4. Remove the deleted empty subtree from its parent’s subtree list

   • It is extremely dangerous to mutate the list during loops. This would interferes with he iterations of the loop that is underway. It is allowed here because immediately after the mutation, the loop would be stoped by the return statement

   class Tree:
       def remove(self, item: Any) -> bool:
           """A recursive tree data structure.
    
       	Representation Invariants:
           - self._root is not None or self._subtrees == []
           """
           if self.is_empty():
               return False 
           elif: self._root == item:
                   self._delete_root()  # delete the root
           else:
               for subtree in self.subtrees:
                   deleted = subtree.remove(item)
                   if deleted and subtree.is_empty():
                       self._subtrees.remove(subtree)
                       # item was deleted and subtree is empty
                       return True
                   elif deleted:
                       # item was deleted and subtree is NOT empty
                       return True
               # The item does not appear in this tree
               return False

• Implicit assumptions are bad, explicit representation invariants are good for communication

  #ADD
  class Tree:
      """A recursive tree data structure.
   
      Representation Invariants:
          - self._root is not None or self._subtrees == []
          - all(not subtree.is_empty() for subtree in self._subtrees)  # NEW
      """

Running-Time Analysis for Tree Operations §

Analyzing Tree.__len__ §

class Tree:
    def __len__(self) -> int:
        """Return the number of items contained in this tree.
        """
        if self.is_empty():
            return 0
        else:
            size_so_far = 1
            for subtree in self._subtrees:
                size_so_far += subtree.__len__()
            return size_so_far

• Let $n$ be the size of self (the num of items in tree), assume $n>0$ so the else branch execute

Analyzing the structure of recursive calls §

Suppose a tree defined like this:

• Make the initial call for the root, call (A) would then later generate 3 recursive calls on each of this subtrees (B), (C), (D)

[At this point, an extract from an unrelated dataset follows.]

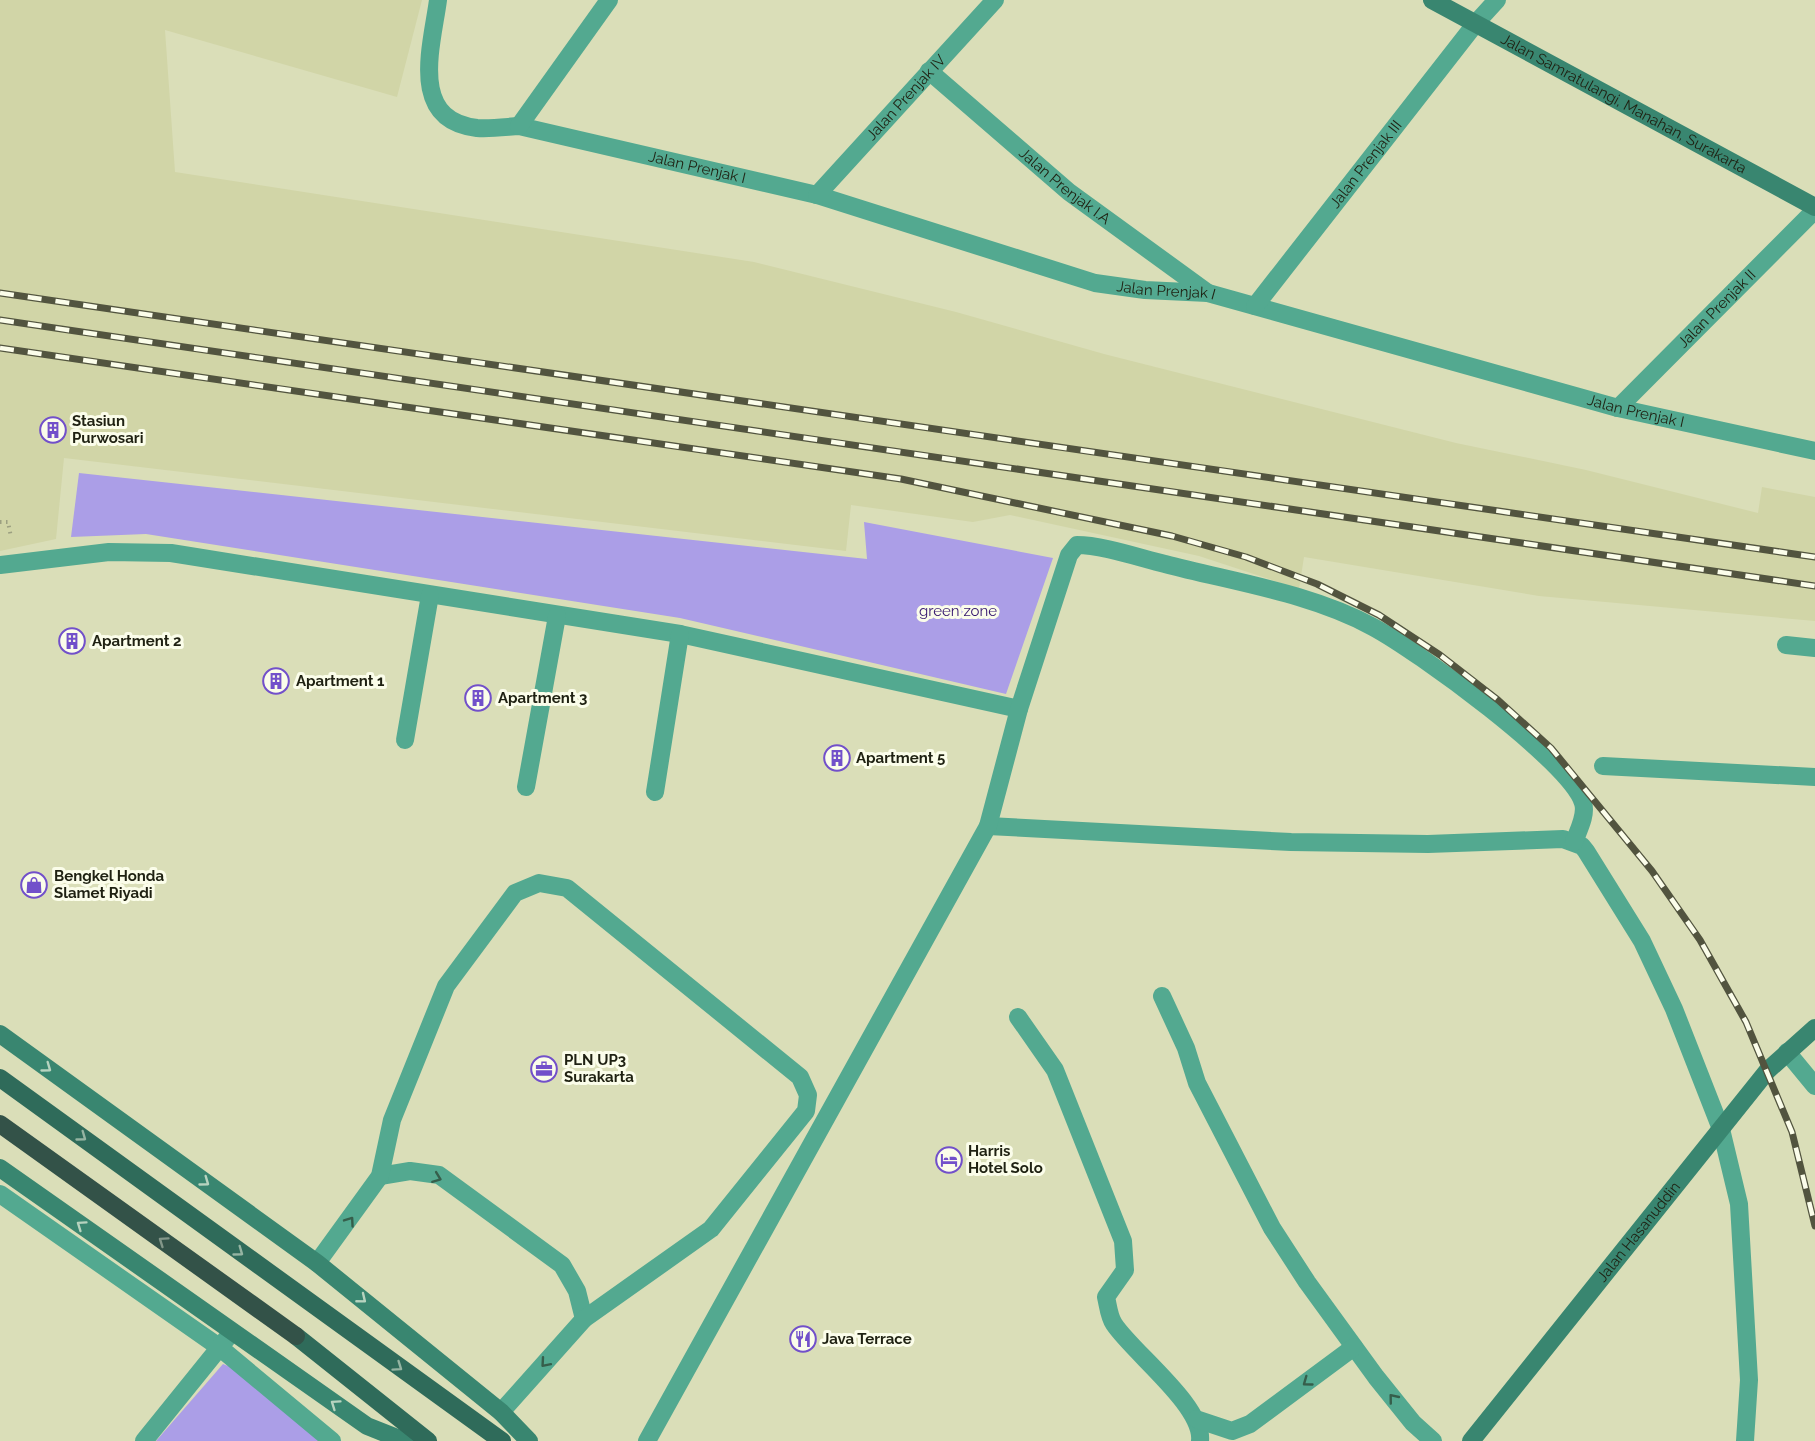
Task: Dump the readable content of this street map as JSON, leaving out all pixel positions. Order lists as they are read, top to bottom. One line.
{"streets":{"main road":["Jalan Samratulangi, Manahan, Surakarta","Jalan Hasanuddin"],"street":["Jalan Prenjak IV","Jalan Prenjak III","Jalan Prenjak I","Jalan Prenjak I.A","Jalan Prenjak II"]},"crossings":[["Jalan Prenjak IV","Jalan Prenjak I"],["Jalan Prenjak IV","Jalan Prenjak I.A"],["Jalan Samratulangi, Manahan, Surakarta","Jalan Prenjak III"],["Jalan Samratulangi, Manahan, Surakarta","Jalan Prenjak II"],["Jalan Prenjak III","Jalan Prenjak I"],["Jalan Prenjak I","Jalan Prenjak I.A"],["Jalan Prenjak I","Jalan Prenjak II"]],"parks":["green zone"],"places":{"building":["Stasiun Purwosari","Apartment 2","Apartment 1","Apartment 3","Apartment 5"],"shop":["Bengkel Honda Slamet Riyadi"],"office":["PLN UP3 Surakarta"],"hotel":["Harris Hotel Solo"],"restaurant":["Java Terrace"]}}
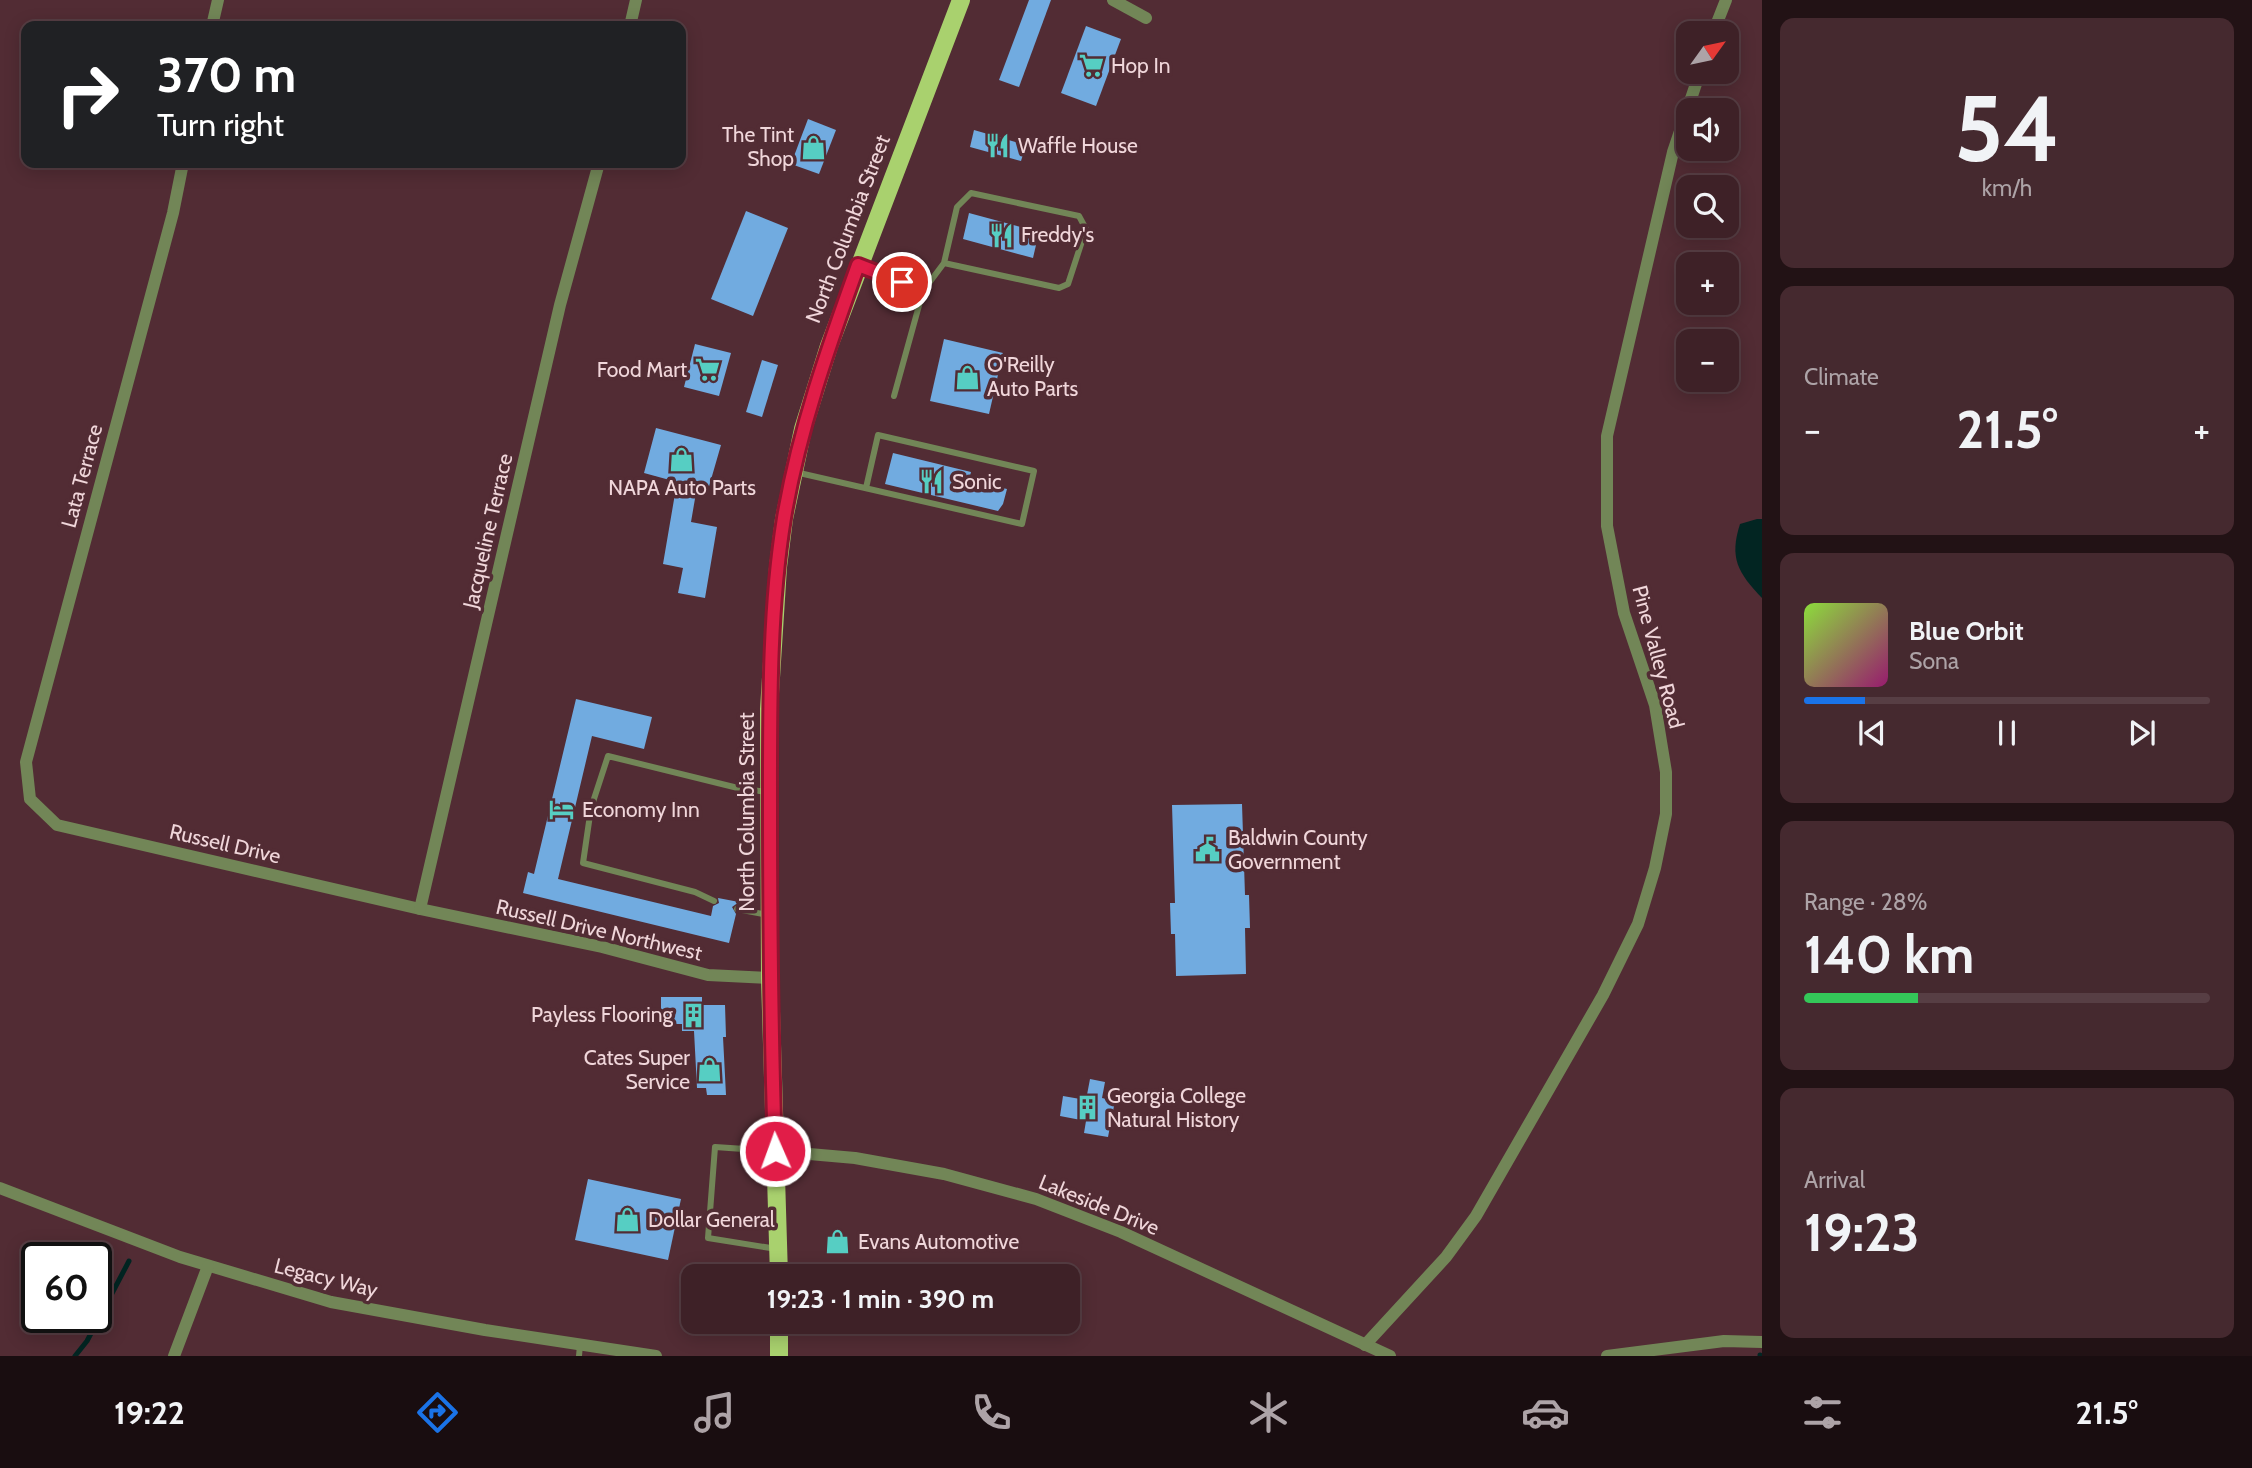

  • The recursive call on (B) would then generate 2 more recursive calls on (E), (F)
    • Both (E) and (F) is a leaf, no more recursive calls would be generated
  • The call on (C) would then trigger 2 more recursive calls on (G), (H)
    • (G) is a leaf, recursion ends for this branch
    • The call on (H) would then lead to one more recursive call on (J)
      • (J) is a leaf, the recursion ends for this branch
  • The call on (D) would lead to the recursive call on (I)
    • (I) is a leaf, no more recursive call would happen

• Takeaway: the structure of the recursive calls exactly follows the structure of the tree

  • With is example of 10 items, 10 calls were called on the whole tree.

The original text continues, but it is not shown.